We live by the Thames estuary, and at low tide the river is banked by about a quarter mile of thick sucking mud. One day a friend of mine bet me that she could walk further out into the mud than I could without chickening out and running back. We both walked out until the mud was halfway up our thighs, and we could hardly move. That was when we both lifted our feet and felt our shoes stay stuck in the mud.

At this point my friend gave up and so I felt victorious as I squelched and squirched back to shore. didn’t feel so good walked barefoot and muddy all the way home though, especially since we had to go through the main shopping centre to get there. ::rolleyes::

My friend gave up before me so I felt victorious as I squelched and squerched slowly back to shore. Only problem was, the mud wouldn’t give up our shoes,

Ooops, please delete the last sentence in your minds, people, as I forgot to do it in my post!

I played dead one time in elementary school and 2 fire trucks came and an ambulance. lol… I loved the attention, didn’t work the second time though.
I once collected crawdads with my bare hands and kept them in a bucket in my three story playhouse. I filled it with water and fed them grass several times a day.

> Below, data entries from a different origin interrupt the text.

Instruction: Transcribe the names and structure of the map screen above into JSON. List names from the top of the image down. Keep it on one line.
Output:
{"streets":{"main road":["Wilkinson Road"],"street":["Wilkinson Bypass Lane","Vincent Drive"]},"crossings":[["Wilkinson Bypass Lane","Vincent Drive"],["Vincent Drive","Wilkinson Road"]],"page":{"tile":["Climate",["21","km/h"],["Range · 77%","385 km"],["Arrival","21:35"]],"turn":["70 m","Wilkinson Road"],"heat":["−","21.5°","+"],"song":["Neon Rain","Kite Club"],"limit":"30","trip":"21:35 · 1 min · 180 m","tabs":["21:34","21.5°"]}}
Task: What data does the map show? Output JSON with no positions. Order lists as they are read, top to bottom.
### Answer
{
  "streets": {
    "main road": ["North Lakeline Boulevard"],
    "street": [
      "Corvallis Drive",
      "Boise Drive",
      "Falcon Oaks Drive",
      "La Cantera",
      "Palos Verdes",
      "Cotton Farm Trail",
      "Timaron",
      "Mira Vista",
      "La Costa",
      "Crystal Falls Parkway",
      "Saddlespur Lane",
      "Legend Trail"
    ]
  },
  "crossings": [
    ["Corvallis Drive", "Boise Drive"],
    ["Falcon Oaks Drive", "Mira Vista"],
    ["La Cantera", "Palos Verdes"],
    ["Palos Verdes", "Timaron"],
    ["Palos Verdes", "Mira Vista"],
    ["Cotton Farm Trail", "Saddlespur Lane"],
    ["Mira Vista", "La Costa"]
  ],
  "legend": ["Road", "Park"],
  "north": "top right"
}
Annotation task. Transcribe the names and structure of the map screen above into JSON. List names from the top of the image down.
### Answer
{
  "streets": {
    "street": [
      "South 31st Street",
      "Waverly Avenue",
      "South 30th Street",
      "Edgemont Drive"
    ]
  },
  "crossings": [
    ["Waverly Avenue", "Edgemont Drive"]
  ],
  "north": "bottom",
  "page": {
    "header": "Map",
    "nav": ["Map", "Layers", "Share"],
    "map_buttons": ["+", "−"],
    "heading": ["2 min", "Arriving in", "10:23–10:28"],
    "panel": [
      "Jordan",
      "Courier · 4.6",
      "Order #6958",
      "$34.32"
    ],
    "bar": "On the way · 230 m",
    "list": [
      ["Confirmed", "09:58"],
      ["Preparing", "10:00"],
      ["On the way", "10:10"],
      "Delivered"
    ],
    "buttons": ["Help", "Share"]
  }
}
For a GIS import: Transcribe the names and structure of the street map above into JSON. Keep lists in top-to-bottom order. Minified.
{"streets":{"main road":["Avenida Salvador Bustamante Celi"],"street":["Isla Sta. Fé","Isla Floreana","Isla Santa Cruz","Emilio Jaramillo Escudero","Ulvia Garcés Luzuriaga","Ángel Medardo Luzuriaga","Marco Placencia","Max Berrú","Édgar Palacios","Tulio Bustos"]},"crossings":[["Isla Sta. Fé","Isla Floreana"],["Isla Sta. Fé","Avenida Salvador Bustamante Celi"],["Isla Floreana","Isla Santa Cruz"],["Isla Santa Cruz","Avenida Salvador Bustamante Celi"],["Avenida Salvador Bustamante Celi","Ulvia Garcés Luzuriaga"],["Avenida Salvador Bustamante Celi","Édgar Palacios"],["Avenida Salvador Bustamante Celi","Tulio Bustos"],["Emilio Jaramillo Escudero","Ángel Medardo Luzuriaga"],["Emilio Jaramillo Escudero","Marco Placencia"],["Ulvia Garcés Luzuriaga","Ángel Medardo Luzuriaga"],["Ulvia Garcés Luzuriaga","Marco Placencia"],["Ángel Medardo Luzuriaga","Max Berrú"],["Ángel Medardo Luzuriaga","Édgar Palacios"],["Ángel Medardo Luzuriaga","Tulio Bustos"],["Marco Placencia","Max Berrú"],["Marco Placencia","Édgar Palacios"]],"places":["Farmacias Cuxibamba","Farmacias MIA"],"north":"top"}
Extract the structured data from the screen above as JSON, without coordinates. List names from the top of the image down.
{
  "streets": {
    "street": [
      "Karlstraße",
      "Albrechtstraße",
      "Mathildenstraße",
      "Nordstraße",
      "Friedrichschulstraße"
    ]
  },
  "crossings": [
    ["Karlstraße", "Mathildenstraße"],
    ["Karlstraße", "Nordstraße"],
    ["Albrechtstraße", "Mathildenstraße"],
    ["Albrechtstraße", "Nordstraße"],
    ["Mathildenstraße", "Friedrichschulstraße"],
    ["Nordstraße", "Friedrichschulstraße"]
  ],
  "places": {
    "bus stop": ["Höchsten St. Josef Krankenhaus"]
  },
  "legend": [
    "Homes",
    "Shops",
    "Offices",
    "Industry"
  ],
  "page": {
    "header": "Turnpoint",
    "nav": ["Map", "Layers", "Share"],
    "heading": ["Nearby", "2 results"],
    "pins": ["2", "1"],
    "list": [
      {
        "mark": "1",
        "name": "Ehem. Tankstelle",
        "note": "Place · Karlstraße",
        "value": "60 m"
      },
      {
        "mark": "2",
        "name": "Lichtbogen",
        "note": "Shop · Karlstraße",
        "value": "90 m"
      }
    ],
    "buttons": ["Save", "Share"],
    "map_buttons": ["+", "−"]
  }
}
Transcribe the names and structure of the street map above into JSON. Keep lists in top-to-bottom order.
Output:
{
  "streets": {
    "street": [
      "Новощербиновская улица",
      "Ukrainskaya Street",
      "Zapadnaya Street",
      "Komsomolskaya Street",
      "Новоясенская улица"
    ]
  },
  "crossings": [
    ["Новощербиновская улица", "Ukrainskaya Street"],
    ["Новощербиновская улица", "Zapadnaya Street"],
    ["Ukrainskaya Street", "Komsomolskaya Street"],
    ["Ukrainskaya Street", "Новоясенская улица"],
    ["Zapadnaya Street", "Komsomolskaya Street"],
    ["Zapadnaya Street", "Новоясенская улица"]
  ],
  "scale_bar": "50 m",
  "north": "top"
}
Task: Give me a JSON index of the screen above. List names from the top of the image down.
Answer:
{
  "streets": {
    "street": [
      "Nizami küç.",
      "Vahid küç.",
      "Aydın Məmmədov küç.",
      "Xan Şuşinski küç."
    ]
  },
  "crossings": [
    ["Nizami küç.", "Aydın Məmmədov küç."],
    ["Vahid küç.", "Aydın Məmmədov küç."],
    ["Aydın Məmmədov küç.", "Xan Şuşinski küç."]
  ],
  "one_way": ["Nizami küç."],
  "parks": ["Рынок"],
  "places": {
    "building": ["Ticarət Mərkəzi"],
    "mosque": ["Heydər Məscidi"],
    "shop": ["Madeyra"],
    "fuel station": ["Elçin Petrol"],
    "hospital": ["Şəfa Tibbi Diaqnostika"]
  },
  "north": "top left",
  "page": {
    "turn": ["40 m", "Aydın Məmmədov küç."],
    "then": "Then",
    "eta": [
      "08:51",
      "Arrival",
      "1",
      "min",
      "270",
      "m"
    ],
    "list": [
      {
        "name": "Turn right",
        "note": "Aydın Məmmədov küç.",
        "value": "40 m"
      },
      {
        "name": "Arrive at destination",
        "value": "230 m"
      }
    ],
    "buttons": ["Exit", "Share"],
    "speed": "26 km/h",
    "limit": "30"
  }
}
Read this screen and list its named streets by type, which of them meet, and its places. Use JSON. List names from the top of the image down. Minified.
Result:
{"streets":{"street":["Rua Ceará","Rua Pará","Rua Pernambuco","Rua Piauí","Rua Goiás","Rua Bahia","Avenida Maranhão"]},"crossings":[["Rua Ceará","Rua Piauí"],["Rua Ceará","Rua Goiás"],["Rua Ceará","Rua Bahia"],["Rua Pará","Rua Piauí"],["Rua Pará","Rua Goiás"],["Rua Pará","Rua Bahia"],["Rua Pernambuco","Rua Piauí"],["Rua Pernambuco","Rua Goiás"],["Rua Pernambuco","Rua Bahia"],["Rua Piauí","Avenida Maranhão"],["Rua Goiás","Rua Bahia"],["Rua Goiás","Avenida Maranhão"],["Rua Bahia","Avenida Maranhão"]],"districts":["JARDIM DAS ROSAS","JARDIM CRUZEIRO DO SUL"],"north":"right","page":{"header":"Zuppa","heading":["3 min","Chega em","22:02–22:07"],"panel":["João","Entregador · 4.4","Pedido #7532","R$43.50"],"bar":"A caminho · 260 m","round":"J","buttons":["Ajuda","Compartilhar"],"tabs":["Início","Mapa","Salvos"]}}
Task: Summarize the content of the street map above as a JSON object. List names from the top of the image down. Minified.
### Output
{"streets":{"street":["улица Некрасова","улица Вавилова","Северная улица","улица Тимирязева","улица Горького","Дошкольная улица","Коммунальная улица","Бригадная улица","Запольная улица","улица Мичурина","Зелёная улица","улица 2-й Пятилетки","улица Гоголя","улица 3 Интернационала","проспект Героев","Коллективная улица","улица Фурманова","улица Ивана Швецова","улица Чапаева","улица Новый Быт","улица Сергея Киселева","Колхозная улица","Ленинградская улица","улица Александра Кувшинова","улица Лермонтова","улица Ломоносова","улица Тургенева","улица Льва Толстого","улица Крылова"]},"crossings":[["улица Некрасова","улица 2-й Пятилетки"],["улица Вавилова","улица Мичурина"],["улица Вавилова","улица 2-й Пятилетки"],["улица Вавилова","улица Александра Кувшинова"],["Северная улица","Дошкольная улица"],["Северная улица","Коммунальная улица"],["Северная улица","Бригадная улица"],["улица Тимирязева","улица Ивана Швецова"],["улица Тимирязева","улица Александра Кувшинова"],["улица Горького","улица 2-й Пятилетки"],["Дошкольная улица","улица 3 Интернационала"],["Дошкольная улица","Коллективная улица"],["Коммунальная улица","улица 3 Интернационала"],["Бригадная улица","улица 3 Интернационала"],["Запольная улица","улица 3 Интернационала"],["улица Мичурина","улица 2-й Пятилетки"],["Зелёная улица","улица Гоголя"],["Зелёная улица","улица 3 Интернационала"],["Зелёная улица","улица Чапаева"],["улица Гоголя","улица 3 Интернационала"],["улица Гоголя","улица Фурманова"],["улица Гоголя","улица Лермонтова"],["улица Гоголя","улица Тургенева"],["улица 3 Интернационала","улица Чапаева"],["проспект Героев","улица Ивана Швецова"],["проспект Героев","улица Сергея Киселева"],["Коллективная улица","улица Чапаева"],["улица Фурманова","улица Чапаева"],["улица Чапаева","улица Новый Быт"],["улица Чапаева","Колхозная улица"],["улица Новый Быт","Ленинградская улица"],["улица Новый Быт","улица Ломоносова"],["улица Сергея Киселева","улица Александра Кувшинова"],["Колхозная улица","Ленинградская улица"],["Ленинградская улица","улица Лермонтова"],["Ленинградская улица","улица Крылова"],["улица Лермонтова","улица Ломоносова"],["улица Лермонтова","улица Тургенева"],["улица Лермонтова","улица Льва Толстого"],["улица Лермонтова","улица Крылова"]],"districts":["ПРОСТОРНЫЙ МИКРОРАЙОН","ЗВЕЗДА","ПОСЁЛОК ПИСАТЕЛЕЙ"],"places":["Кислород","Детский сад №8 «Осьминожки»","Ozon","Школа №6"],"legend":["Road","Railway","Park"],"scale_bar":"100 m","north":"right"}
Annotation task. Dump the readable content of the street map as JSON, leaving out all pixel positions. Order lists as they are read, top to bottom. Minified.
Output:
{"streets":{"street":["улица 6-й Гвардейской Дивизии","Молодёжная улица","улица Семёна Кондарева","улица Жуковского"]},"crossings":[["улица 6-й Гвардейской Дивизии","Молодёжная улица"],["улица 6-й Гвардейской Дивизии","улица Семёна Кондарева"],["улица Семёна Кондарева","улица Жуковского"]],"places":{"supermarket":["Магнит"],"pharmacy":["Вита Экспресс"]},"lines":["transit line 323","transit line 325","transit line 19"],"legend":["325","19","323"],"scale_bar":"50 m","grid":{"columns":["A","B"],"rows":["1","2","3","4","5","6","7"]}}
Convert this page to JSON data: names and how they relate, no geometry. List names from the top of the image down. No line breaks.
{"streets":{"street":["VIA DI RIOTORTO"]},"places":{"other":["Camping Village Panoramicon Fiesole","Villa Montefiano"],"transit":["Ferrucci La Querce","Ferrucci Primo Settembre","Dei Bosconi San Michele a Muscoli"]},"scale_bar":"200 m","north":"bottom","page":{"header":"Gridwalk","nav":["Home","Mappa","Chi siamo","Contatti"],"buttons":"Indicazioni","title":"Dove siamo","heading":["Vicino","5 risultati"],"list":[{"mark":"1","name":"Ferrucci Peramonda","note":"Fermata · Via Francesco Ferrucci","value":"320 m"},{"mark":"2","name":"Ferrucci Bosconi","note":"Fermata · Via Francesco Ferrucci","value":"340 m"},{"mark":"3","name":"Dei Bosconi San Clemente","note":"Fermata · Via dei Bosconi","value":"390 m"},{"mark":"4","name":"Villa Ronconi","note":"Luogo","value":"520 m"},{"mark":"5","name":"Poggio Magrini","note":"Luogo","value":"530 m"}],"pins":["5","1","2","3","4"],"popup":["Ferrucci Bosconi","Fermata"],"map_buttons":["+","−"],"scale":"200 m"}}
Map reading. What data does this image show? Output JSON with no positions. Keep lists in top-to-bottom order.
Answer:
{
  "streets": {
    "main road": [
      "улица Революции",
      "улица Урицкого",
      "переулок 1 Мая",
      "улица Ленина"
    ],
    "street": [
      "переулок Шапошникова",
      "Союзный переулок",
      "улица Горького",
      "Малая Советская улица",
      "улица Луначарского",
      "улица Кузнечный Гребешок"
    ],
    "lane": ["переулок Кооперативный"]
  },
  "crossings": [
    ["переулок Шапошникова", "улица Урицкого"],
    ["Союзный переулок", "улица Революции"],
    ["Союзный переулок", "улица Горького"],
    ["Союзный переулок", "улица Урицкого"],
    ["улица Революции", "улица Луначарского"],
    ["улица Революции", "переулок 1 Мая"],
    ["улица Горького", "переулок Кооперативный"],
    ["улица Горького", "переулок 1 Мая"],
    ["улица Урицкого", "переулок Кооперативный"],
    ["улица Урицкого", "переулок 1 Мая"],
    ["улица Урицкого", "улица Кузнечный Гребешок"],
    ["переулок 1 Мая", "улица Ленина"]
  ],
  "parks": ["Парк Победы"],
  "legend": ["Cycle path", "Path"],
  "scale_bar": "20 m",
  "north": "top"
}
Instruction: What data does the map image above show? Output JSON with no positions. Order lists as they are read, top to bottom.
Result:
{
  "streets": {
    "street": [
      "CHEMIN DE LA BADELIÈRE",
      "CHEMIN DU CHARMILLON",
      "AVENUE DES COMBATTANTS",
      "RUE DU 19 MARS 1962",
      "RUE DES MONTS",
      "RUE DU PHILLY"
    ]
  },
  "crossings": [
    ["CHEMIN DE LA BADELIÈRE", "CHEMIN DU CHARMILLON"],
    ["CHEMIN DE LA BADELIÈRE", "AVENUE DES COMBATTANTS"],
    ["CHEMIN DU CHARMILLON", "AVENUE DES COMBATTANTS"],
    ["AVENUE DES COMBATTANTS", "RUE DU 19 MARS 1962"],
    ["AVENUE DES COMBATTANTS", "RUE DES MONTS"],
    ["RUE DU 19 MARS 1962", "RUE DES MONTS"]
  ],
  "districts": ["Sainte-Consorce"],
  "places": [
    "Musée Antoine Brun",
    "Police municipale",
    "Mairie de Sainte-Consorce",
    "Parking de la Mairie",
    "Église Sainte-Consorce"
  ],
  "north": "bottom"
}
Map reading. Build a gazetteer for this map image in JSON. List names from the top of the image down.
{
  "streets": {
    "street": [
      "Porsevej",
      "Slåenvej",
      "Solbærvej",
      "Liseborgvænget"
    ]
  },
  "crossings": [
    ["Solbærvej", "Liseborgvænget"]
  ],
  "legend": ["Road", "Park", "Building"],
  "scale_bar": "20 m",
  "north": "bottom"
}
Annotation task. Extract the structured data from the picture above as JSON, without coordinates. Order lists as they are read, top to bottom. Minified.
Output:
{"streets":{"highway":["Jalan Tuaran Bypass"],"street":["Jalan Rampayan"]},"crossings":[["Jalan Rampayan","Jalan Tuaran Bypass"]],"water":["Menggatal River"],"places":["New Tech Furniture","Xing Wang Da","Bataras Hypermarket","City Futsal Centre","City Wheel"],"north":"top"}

Turns out crawdads don’t eat grass. They turned ghostly white and died. I flung them at trees.

Oh my god.Your brother did that,Sam and he still LIVES?
Egads!

IDBB

I had forgotten about the mud - it wasn’t officially spring in our household until we had all filled at least one (normally both) boots playing in the spring run-off in the ditches, and usually losing at least one boot in the process, too. Ah, that feeling of ice cold, tar-like mud oozing and squelching between your toes as you abandon your boots and walk back out of the garden in your stockinged feet. Ah, the look on mom’s face when you try to slink into the house without her noticing.

Fire:

I, new boy scout that I was at the time, thought I’d practice my skills in the tunnel of the drainage ditch under a road in my neighborhood. Unfortunately, busybody nutso neighborbitch was driving across just as the smoke got thick. Neither the firemen nor my parents were proud of me for trying to be a good scout.

Steel:

Summer before 3rd grade. We have some dowel rods in the garage, garbage bags, and duct tape, along with some string. Instant kite. Trouble was, I didn’t go inside to get the scissors; instead I got the box knife from the toolbox. Five minutes later, I was on my way to the hospital to get my right pinky reattached.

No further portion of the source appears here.